Spain’s second city offers a heady mix of cultural, culinary, sporting and architectural attractions that entice tourists from all over the world to visit its busy streets and shoreline. But Barcelona is not just a holiday destination: it is also a business and financial centre, with the city’s World Trade Center and Fira de Barcelona hosting hundreds of international events each year.
The property market in Barcelona is thriving and residential developers are reaping the benefits. Much of the new supply created in recent years has come from refurbishments and conversions of existing stock in city centre. Now that redevelopment opportunities in the city are diminishing, developers are turning their focus to the outer areas of Barcelona. While the newbuild sector is still smaller than before the economic downturn, newbuild sales outside the city centre has increased by 6% over the last three years (2015 – 2017).
Overall sales volumes in Barcelona in 2017 were up 43% on the 10-year average. This high level of demand is creating growth in prices, which rose by 17% year-on-year in 2017. With strong growth over the past few years, especially towards the end of 2018, average prices in the most affluent districts are close to levels from the previous market peak in 2008.
The average price per sq ft in Barcelona is $347, with prime property averaging $446psf.
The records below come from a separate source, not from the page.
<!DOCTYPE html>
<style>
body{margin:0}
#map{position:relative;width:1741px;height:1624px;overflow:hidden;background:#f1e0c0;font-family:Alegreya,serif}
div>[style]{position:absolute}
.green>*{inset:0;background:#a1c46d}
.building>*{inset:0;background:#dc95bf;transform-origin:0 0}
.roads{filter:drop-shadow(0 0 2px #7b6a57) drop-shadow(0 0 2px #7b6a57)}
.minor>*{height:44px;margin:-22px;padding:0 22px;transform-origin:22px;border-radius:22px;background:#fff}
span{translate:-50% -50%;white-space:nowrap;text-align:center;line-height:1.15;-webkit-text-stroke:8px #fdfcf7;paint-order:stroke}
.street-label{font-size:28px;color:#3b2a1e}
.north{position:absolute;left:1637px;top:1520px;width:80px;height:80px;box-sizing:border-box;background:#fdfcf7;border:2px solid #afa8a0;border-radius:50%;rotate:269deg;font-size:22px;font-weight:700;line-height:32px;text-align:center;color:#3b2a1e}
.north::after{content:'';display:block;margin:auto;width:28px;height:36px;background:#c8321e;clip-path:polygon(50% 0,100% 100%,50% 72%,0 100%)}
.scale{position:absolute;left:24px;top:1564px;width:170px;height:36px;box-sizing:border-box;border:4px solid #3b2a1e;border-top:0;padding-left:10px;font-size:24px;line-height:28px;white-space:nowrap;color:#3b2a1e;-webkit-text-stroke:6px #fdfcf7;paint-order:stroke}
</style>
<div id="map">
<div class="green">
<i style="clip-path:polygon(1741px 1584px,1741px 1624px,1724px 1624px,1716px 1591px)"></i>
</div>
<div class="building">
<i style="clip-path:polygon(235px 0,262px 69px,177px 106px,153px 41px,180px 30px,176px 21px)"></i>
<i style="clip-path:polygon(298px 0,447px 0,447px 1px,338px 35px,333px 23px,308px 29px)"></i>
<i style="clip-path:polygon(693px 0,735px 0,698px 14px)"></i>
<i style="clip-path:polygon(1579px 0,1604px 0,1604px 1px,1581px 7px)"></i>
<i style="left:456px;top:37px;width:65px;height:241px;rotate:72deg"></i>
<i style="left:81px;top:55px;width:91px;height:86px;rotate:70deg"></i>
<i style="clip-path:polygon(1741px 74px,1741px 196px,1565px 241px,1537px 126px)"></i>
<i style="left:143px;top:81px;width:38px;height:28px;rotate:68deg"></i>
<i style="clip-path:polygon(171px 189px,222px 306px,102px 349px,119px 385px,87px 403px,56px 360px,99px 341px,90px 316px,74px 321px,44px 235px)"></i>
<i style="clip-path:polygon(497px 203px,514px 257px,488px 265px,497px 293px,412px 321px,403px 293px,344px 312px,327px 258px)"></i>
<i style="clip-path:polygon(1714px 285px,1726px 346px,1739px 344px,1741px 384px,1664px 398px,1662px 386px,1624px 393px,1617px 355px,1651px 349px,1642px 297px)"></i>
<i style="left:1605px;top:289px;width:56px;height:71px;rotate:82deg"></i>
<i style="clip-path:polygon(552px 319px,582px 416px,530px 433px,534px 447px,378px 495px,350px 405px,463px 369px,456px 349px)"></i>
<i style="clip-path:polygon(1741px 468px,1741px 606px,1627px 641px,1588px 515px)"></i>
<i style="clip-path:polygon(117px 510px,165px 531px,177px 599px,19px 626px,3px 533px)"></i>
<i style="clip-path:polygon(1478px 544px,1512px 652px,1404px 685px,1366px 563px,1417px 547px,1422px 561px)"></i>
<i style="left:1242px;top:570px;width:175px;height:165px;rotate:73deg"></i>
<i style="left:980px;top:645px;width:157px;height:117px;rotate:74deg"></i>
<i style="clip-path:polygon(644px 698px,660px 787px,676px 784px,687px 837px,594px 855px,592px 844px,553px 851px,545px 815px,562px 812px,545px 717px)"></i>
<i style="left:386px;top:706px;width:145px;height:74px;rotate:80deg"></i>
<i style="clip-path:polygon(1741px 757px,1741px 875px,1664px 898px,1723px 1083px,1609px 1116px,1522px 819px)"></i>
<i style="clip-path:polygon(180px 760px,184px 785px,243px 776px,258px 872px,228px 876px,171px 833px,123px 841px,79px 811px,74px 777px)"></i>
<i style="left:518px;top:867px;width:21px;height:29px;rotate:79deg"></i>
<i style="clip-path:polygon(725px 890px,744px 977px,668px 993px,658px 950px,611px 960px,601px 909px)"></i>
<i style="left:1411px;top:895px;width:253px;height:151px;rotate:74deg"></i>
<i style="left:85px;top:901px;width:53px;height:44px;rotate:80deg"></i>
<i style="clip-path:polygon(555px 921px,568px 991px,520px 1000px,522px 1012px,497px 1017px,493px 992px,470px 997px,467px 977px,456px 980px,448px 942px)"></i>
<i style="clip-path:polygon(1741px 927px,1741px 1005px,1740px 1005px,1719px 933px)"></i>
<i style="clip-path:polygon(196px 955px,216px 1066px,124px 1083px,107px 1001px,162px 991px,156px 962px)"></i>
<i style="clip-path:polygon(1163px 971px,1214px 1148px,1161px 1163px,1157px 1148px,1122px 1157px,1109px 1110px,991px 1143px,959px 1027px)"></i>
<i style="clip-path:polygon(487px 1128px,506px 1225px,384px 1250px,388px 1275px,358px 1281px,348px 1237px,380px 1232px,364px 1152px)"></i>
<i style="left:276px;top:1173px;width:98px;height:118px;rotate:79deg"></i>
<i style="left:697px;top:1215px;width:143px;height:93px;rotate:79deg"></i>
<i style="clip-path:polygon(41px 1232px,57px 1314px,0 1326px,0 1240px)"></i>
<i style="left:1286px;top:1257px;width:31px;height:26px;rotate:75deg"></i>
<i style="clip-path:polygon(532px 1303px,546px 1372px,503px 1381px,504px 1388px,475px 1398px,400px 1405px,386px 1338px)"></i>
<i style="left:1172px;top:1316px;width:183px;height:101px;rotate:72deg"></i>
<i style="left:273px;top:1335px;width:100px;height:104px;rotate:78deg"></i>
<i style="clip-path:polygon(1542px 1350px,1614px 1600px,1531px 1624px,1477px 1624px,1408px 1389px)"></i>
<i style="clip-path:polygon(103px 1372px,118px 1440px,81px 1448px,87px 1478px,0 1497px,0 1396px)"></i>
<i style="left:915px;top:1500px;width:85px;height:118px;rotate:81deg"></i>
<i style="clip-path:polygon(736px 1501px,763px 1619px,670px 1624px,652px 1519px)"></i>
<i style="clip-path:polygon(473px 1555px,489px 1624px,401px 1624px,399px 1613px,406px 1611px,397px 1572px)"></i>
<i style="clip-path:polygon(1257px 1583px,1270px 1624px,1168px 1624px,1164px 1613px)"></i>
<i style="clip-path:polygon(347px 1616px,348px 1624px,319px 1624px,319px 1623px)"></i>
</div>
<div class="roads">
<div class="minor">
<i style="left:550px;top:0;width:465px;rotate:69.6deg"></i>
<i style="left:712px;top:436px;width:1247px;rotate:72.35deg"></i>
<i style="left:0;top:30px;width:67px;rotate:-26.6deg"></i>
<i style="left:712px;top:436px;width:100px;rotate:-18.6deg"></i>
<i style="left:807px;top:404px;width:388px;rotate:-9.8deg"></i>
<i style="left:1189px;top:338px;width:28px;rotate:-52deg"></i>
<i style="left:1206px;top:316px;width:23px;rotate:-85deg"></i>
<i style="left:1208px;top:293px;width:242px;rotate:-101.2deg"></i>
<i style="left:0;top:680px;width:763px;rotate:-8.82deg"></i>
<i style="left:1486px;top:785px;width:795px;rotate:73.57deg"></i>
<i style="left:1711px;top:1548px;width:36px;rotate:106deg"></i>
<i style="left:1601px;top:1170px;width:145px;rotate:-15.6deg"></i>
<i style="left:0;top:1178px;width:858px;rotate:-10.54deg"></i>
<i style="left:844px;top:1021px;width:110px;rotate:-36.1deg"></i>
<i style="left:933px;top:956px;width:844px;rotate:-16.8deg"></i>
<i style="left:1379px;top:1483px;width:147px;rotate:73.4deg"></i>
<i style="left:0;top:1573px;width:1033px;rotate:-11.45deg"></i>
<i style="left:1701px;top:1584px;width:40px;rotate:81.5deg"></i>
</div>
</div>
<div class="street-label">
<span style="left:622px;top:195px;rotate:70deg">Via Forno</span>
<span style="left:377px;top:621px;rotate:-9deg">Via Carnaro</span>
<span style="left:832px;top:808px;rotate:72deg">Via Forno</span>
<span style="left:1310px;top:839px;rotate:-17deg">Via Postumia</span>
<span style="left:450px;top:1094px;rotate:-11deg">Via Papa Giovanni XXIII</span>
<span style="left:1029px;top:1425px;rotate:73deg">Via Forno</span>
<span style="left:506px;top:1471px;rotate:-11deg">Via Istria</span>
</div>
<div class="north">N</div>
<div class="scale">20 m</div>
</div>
Prices in the most sought after areas of like Sarrià-Sant Gervasi, Eixample and Les Corts are generally higher at $500-$700psf. Barcelona’s rental market has also seen rapid growth over the past three to four years,
caused by the imbalance between supply and demand as well as the requirement for short-term rentals by tourists, especially in the central parts of Barcelona.
Given price rises in central Barcelona, locals are increasingly seeking rental homes in the periphery, creating strong rental growth in these areas too.
Overall rental growth was nearly 8% year-on-year in 2017 taking rents to a historical high. This level of growth cooled gradually throughout 2018, driven by a softening of rental prices in the city centre.